As can be seen in Figure 4, the (HF1) filter is far too stringent in combination with either Zclosure or Qimputation; it gives almost no false positives but false negatives increase with increasing g towards the maximum value of 8. The (HF4) filter is not stringent enough in combination with either Zclosure or Qimputation; it gives almost no false negatives but false positives increase with increasing g. Moreover, (HF3) is ineffective in combination with Zclosure as the number of false positives increases with increasing number of partial trees, in combination with Qimputation the average number of false positives stays close to 2 for all values of g. (HF2) is the most effective of the homoplasy filters, as for both Zclosure and Qimputation both types of errors either decrease or stay reasonably constant with increasing g, a property that we would expect any filtered supernetwork method to satisfy. The counting filter also displays this property for both Zclosure and Qimputation; both false positives and false negatives decrease with increasing number of input trees.
Figure 5 is similar to Figure 4 except that rather than averaging over all values of b and m we focus on the difficult case with the highest number of missing taxa and the most incongruence generated by incomplete lineagesorting (m = 3, b = 0.5). While all the filtered supernetwork methods shown in Figure 5 control false negatives, false positives increase with increasing g for both Zclosure and Qimputation using (HF3).
For the rest of this section, we restrict our attention to the best homoplasy filter (HF2) and the counting filter (CF).
Missing taxa
Figure 6 shows the trends in the number of false positives and false negatives as the number of missing taxa per tree, m, increases from 0 to 3. Results are averaged over the 12 possible settings for number of partial trees g and coalescent branch lengths b. The (HF2) and (CF) filters exhibit very different behaviour. For (HF2) as m increases the number of false positives increases, in particular going from 2 to 3 missing taxa produces a dramatic increase. Conversely the number of false negatives decreases, presumably due to the fact that as the number of missing taxa gets large more splits meet the requirement of the filter. This effect was not observed for (CF) where the total number of splits is capped; here both false positives and negatives increase with growing m.
Incomplete lineagesorting
Recall that the parameter b affects the probability that the trees generated by COAL [32] will match the principal tree sampled from the hybridization network, b = 8 corresponds to trees that match exactly. Figure 7 shows the trends in the number of false positives and false negatives for different values of b. Results are averaged over the 16 possible settings for the number of partial trees g and the number of missing taxa m. As expected, both methods and filters perform better when b is large.
Overall performance
Table 2 shows the number of false positives for hybridization network 7 (Figure 2a), which has 2 hybridization events and 8 true splits, for m = 0, 1, 2 or 3, b = 0.5, 1 or 8, and g = 5, 10, 15 or 20 for both Zclosure and Qimputation with (CF). If two out of three of the conditions (g, m, or b) are favourable (i.e. many input trees, few missing taxa, and the probability that the input trees are congruent with the principal trees is high) then both methods work well. However if two or three of the conditions are unfavourable then both methods start to break down.
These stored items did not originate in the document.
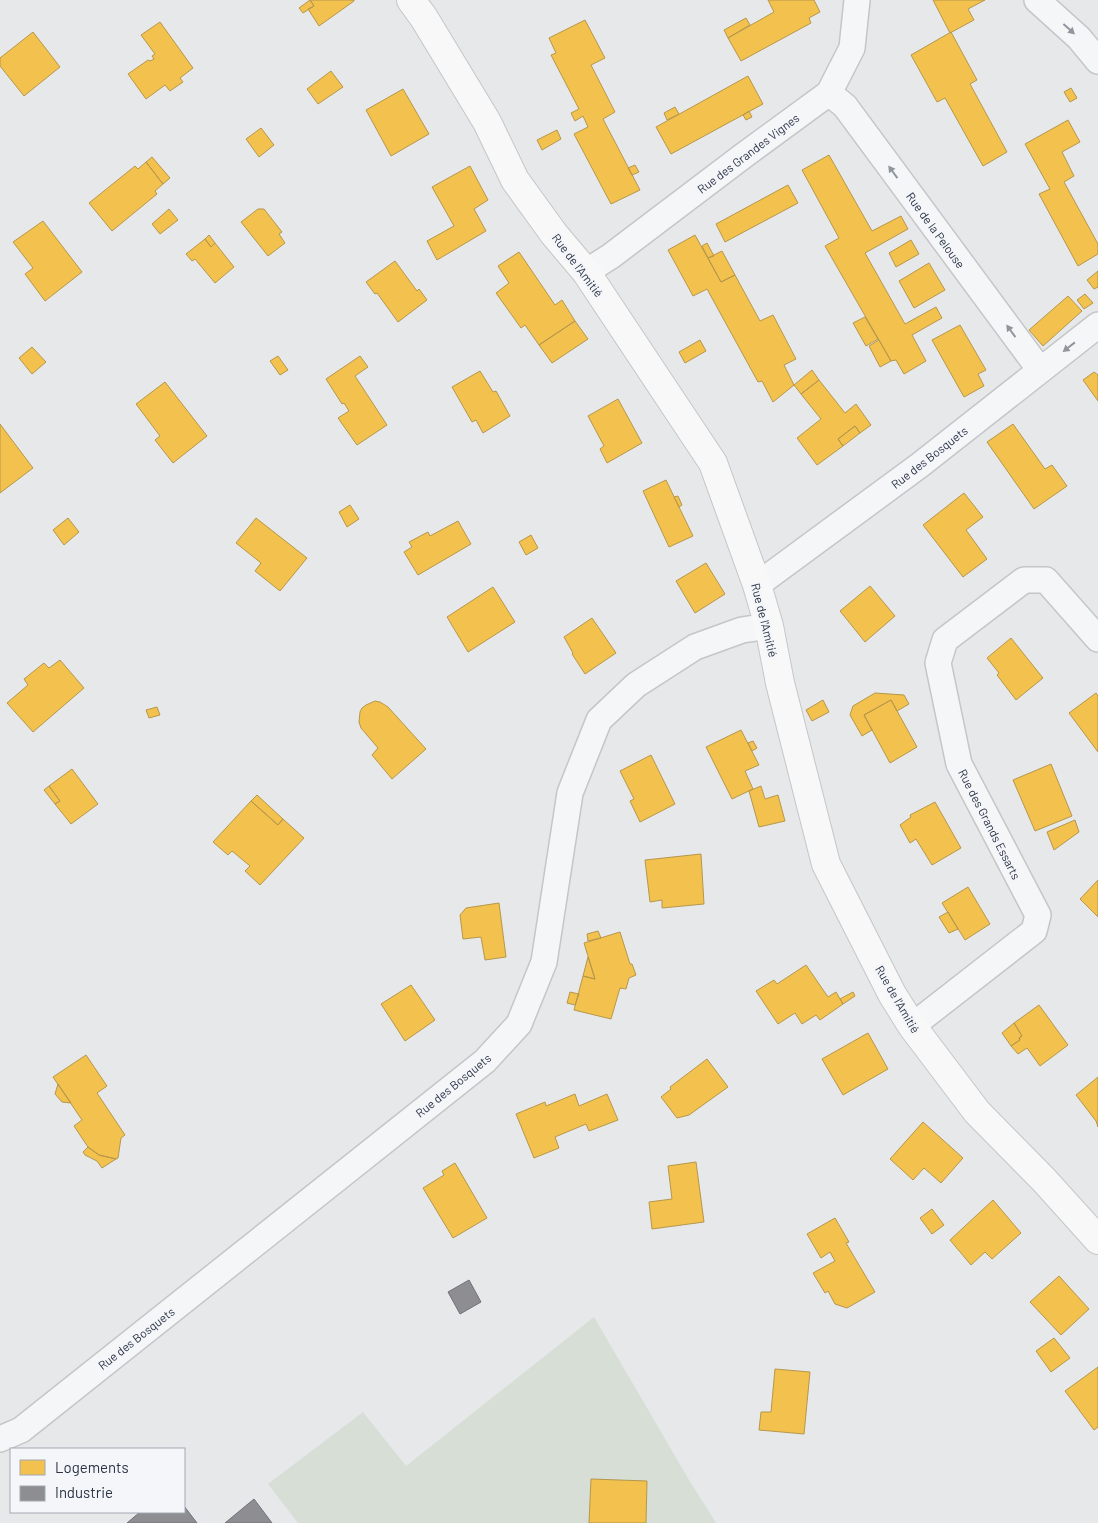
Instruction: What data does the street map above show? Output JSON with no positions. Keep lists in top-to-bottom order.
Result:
{
  "streets": {
    "street": [
      "Rue des Grandes Vignes",
      "Rue de la Pelouse",
      "Rue de l'Amitié",
      "Rue des Bosquets",
      "Rue des Grands Essarts"
    ]
  },
  "crossings": [
    ["Rue des Grandes Vignes", "Rue de la Pelouse"],
    ["Rue des Grandes Vignes", "Rue de l'Amitié"],
    ["Rue de la Pelouse", "Rue des Bosquets"],
    ["Rue de l'Amitié", "Rue des Bosquets"],
    ["Rue de l'Amitié", "Rue des Grands Essarts"]
  ],
  "one_way": ["Rue de la Pelouse"],
  "legend": ["Logements", "Industrie"]
}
Figures 8a and 8b show the average number of false positives and false negatives respectively (averaged over m, g, and b) versus the number of true splits for hybridization networks 1–9. Hybridization network 10 is not shown in the figures, as it is an outlier with 24 true splits, but results for this network follow the same trends as the other hybridization networks. For (CF) both types of errors increase slowly with increasing number of true splits. For (HF2) false positives appear fairly constant, but false negatives increase linearly with a slope close to one with increasing number of true splits.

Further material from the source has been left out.